Edward Freel, a retired University of Delaware instructor and former Delaware secretary of state, moderated the first discussion with Jonathan Russ, a UD history professor; Eric Rise, a UD criminal justice professor; and Madeline Dunn, a coordinator with the Delaware Division of Historical & Cultural Affairs National Register. They discussed the divisions in social class and political philosophy during the colonial era. According to Rise, there could have possibly been a different outcome at the Constitutional Convention if many antifederalists like Patrick Henry had decided to show. Many of the signers did not represent the ordinary public and were often elites consisting of many plantation owners and lawyers, said Russ. He described the background of the many Delaware representatives at the Convention, including John Dickinson, George Read, Jacob Broom, Gunning Bedford Jr., and Richard Bassett, to show illustrate their similarity with the rest of the delegates.
Constitution Panel participants from left to right: Bryan Townsend, State Senator from the 7th District; Anthony Delcollo, State Senator from the 11th District; UD Professor Leland Ware; Clarie DeMatteis, Department of Correction Commissioner; Professor Nancy Karibjanian; Director of the Center for Political Communication, Ed Freel, Former Delaware Secretary of State; UD History Professor Jonathan Russ; UD Criminal Justice Professor Eric Rise; and Madeline Dunn, National Register Coordinator from the Delaware Historical & Cultural Affairs.
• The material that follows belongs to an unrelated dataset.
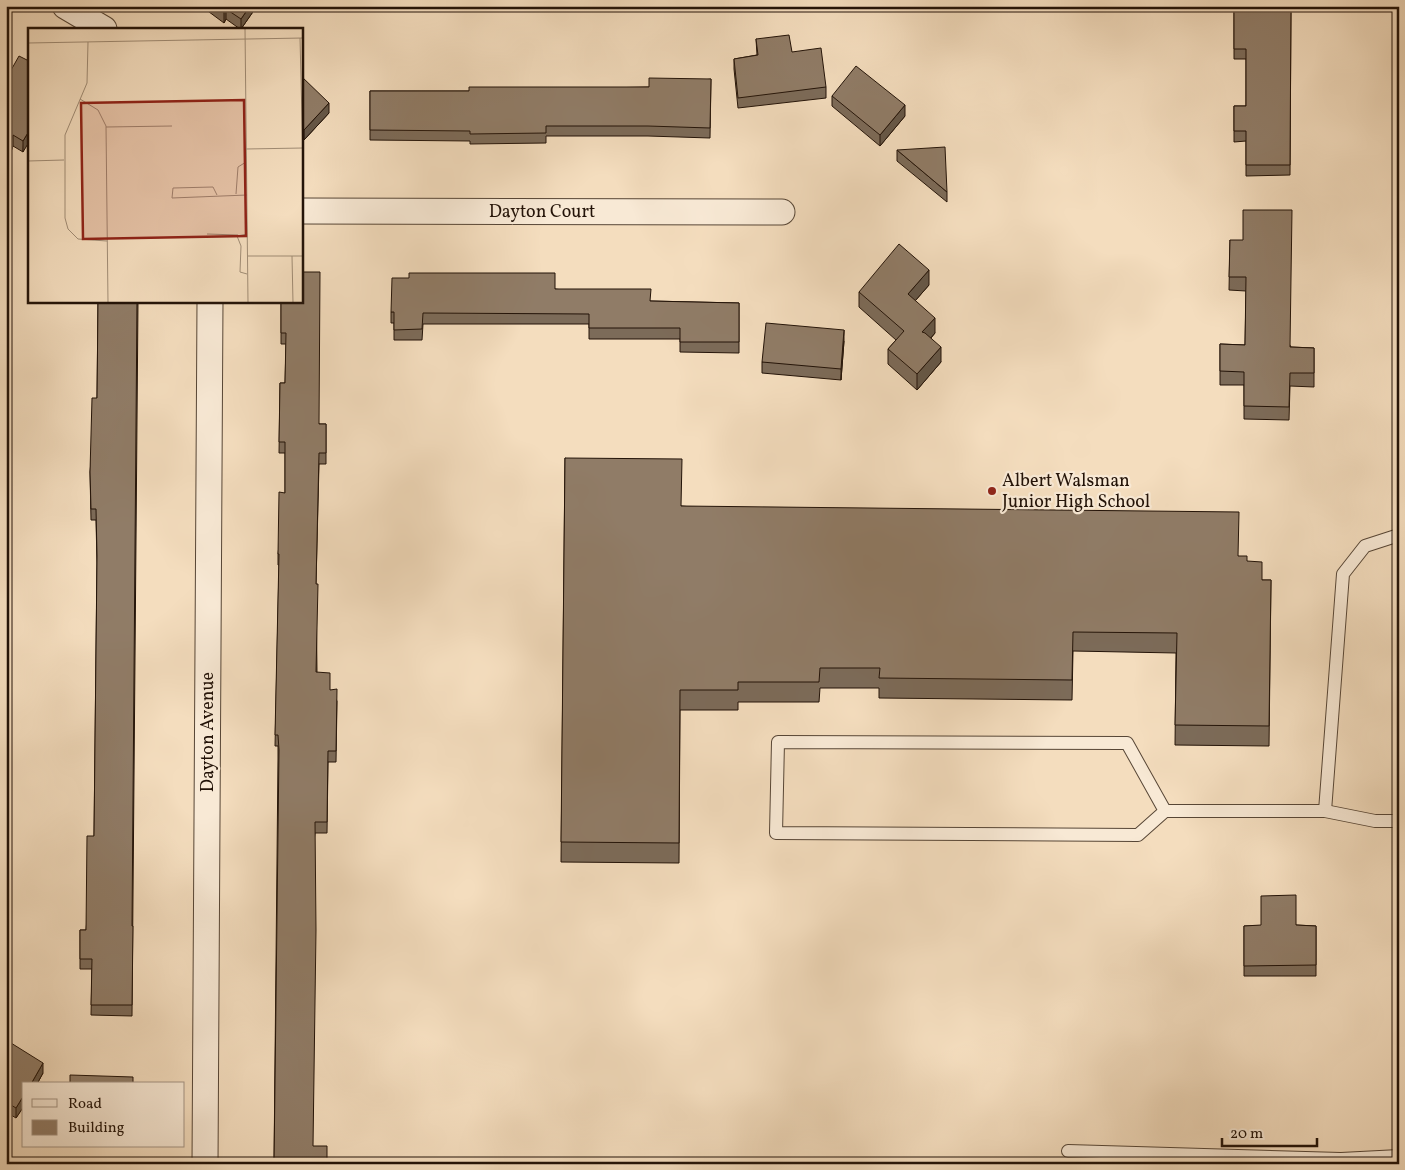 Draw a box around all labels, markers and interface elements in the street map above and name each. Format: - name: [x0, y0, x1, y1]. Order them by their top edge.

John Dickinson was widely influential in his era, Dunn explained, and is remembered for writing the first drafts of the First Amendment. Known as the “Penman of the Revolution,” Dickinson's contributions to political thought included his famous “Letters from a Farmer in Pennsylvania,” “Olive Branch Petition” and then the “Articles of Confederation.” His failed arguments against independence in 1776 did not prevent him from serving in the Revolutionary War. He even drafted an artillery manual while serving in the Continental Army, said Dunn. Freel remarked that Dickinson’s contribution could be seen even in music with the “Liberty Song,” widely popular in his era (Songs of America, Meacham and McGraw, 2019).
In the second panel discussion, politicians and policy makers debated whether the Constitution should be interpreted according to the “originalism” view or as a “living document.” Nancy Karibjanian, director of the Center for Political Communication, moderated the discussion with Bryan Townsend and Anthony Delcollo, State Senators from the 7th and 11th district; Professor Leland Ware, Louis L. Redding Chair for the Study of Law and Public Policy; and Claire DeMatteis, commissioner of the Department of Correction. State Senator Townsend believed that the nation must change to adapt to the current era that often sees money in politics and some undemocratic features of the Constitution. State Senator Delcollo believed that the current system should be preserved and that policy makers should solve current issues by looking at the “intent” of sections of the Constitution.
Commissioner DeMatteis thought that the resiliency of the Constitution can continue as it has through the Civil War and Reconstruction Period and the Vietnam War. She also believed that the only way that things can change is through the involvement of younger generations.